- [HOW TO COMPLETE THIS TASK]: Search the records for the word "image" and copy each line in which it appears.

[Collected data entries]
┏━━
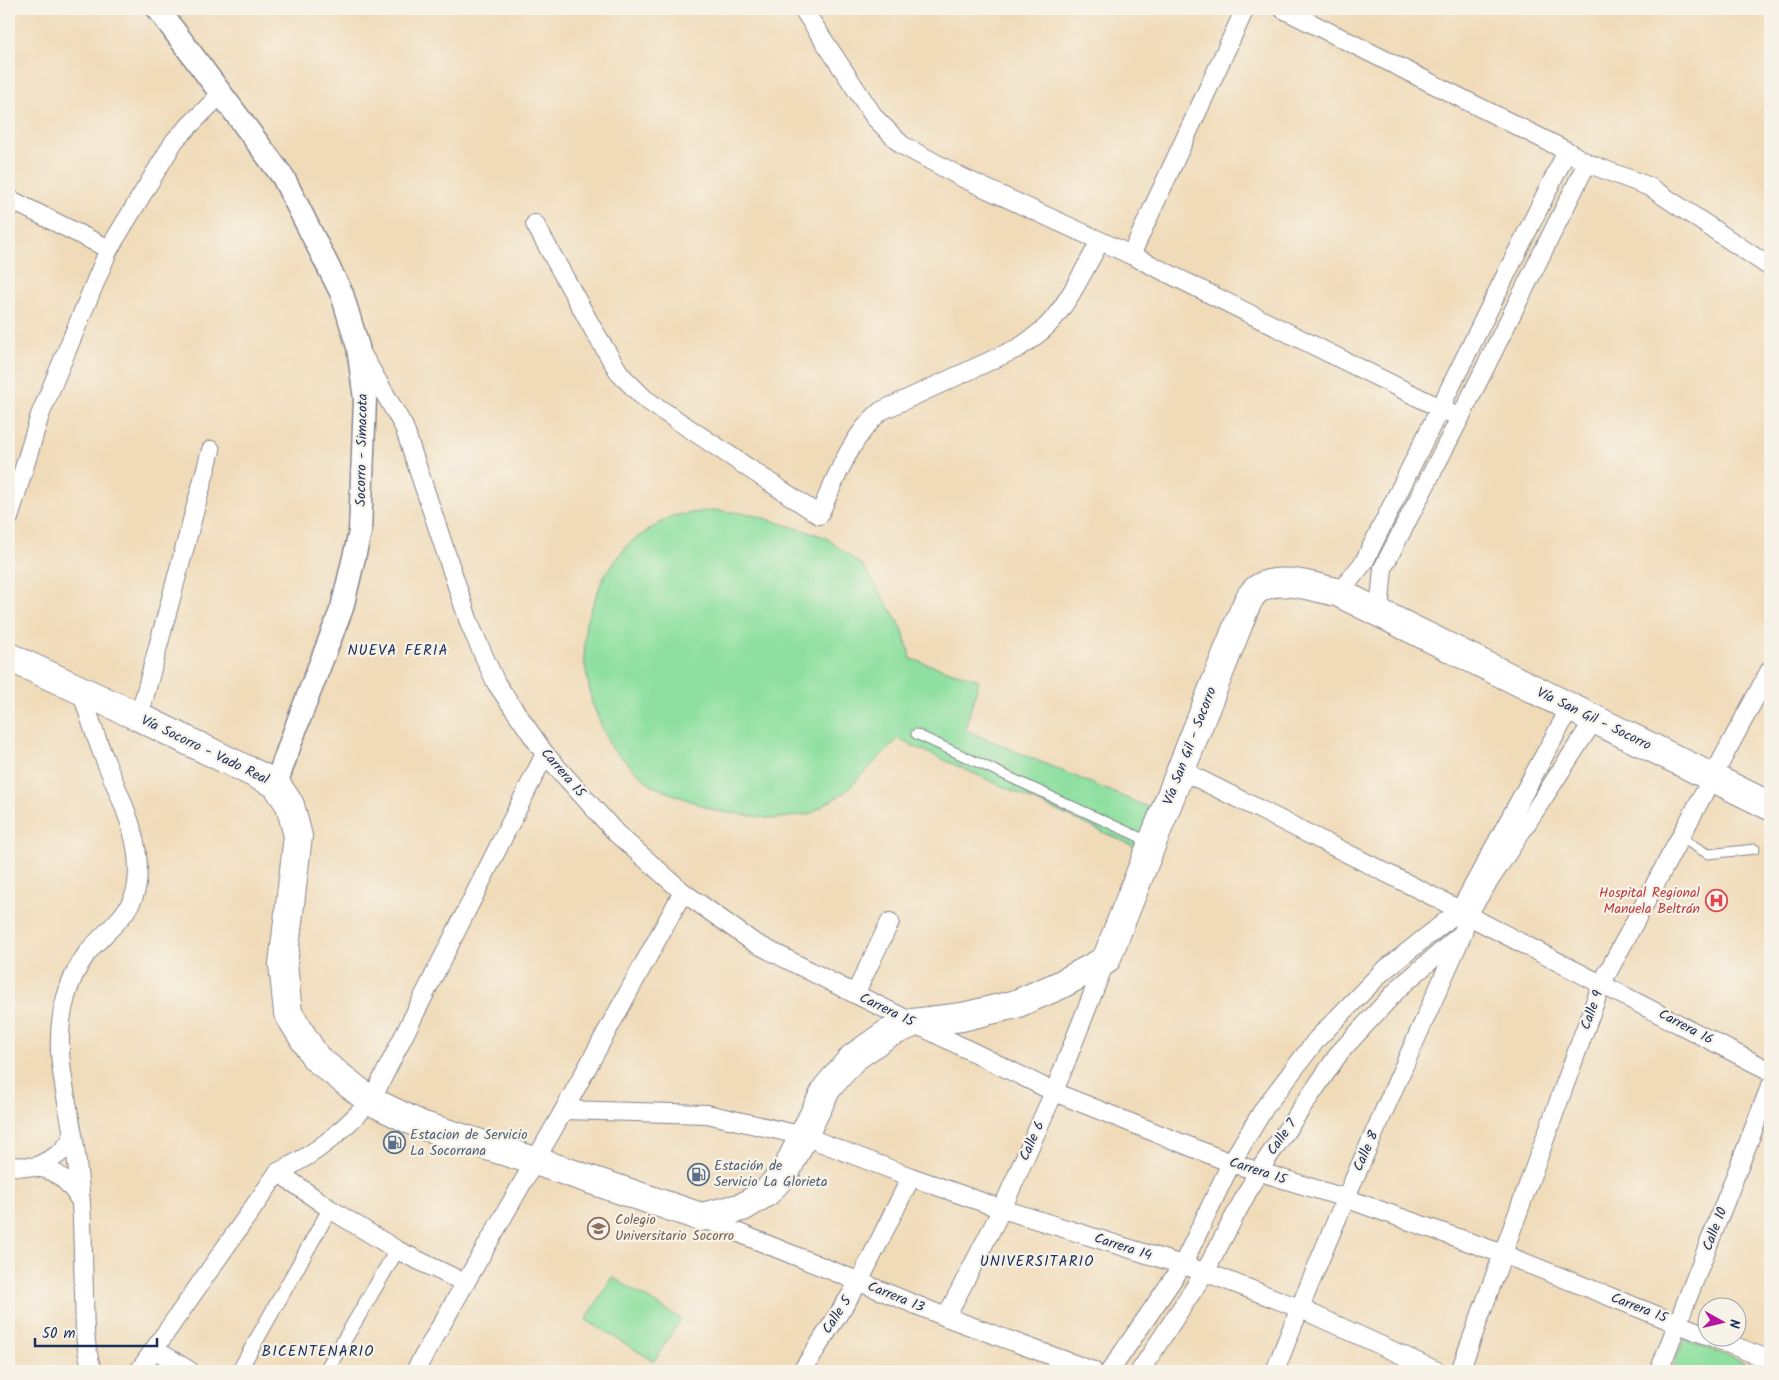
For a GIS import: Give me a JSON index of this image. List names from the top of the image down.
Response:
{
  "streets": {
    "highway": ["Vía San Gil - Socorro", "Vía Socorro - Vado Real"],
    "street": [
      "Socorro - Simacota",
      "Carrera 15",
      "Calle 9",
      "Carrera 16",
      "Calle 7",
      "Calle 6",
      "Calle 8",
      "Calle 10",
      "Carrera 14",
      "Carrera 13",
      "Calle 5"
    ]
  },
  "crossings": [
    ["Socorro - Simacota", "Vía Socorro - Vado Real"],
    ["Socorro - Simacota", "Carrera 15"],
    ["Vía San Gil - Socorro", "Calle 9"],
    ["Vía San Gil - Socorro", "Carrera 16"],
    ["Vía San Gil - Socorro", "Calle 6"],
    ["Vía Socorro - Vado Real", "Carrera 13"],
    ["Carrera 15", "Calle 9"],
    ["Carrera 15", "Calle 7"],
    ["Carrera 15", "Calle 6"],
    ["Carrera 15", "Calle 8"],
    ["Carrera 15", "Calle 10"],
    ["Calle 9", "Carrera 16"],
    ["Carrera 16", "Calle 8"],
    ["Calle 7", "Calle 8"],
    ["Calle 7", "Carrera 14"],
    ["Calle 6", "Carrera 14"],
    ["Calle 6", "Carrera 13"],
    ["Calle 8", "Carrera 14"],
    ["Carrera 14", "Calle 5"],
    ["Carrera 13", "Calle 5"]
  ],
  "districts": ["NUEVA FERIA", "UNIVERSITARIO", "BICENTENARIO"],
  "places": {
    "hospital": ["Hospital Regional Manuela Beltrán"],
    "fuel station": ["Estacion de Servicio La Socorrana", "Estación de Servicio La Glorieta"],
    "school or university": ["Colegio Universitario Socorro"]
  },
  "scale_bar": "50 m",
  "north": "right"
}
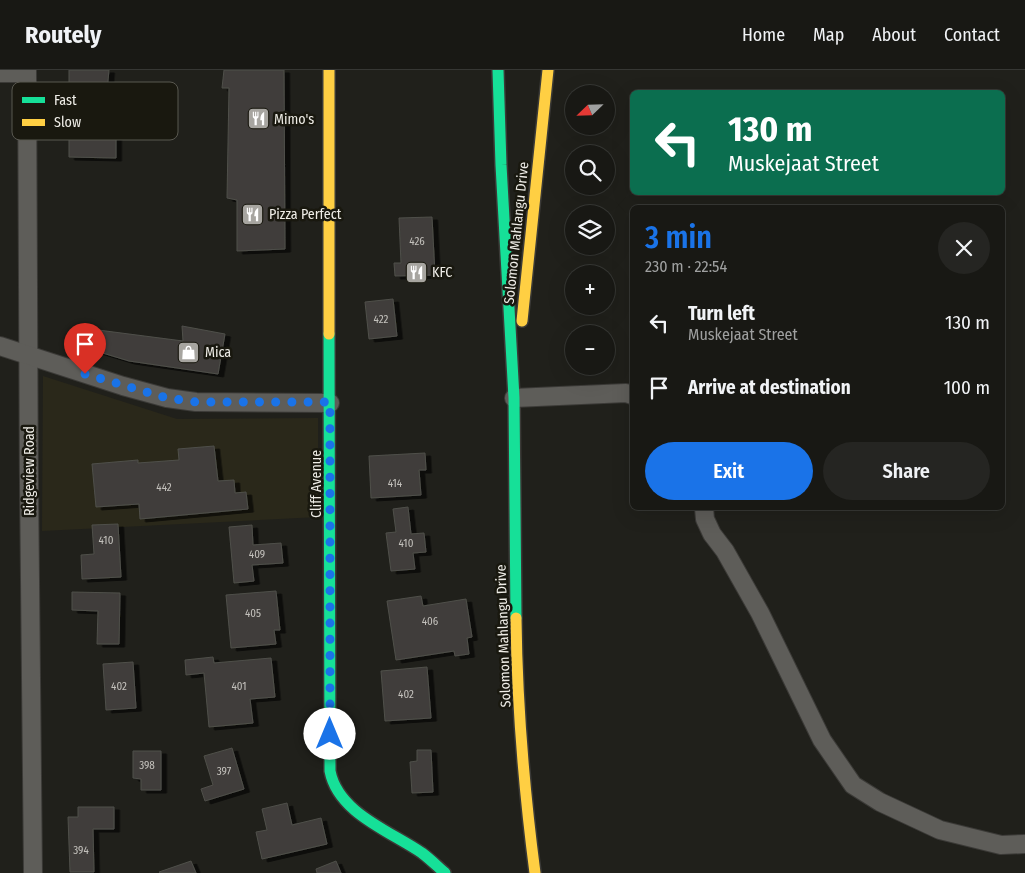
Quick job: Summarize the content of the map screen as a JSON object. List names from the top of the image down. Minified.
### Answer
{"streets":{"main road":["Solomon Mahlangu Drive","Cliff Avenue"],"street":["Ridgeview Road"]},"places":{"restaurant":["Mimo's","Pizza Perfect","KFC"],"shop":["Mica"]},"house_numbers":["426","422","414","442","410","410","409","405","406","402","401","402","398","397","394"],"legend":["Fast","Slow"],"north":"bottom left","page":{"header":"Routely","nav":["Home","Map","About","Contact"],"map_buttons":["+","−"],"turn":["130 m","Muskejaat Street"],"heading":["3 min","230 m · 22:54"],"list":[{"name":"Turn left","note":"Muskejaat Street","value":"130 m"},{"name":"Arrive at destination","value":"100 m"}],"buttons":["Exit","Share"]}}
┗━━
- [EXERCISE RESPONSE]:
For a GIS import: Give me a JSON index of this image. List names from the top of the image down.
Quick job: Summarize the content of the map screen as a JSON object. List names from the top of the image down. Minified.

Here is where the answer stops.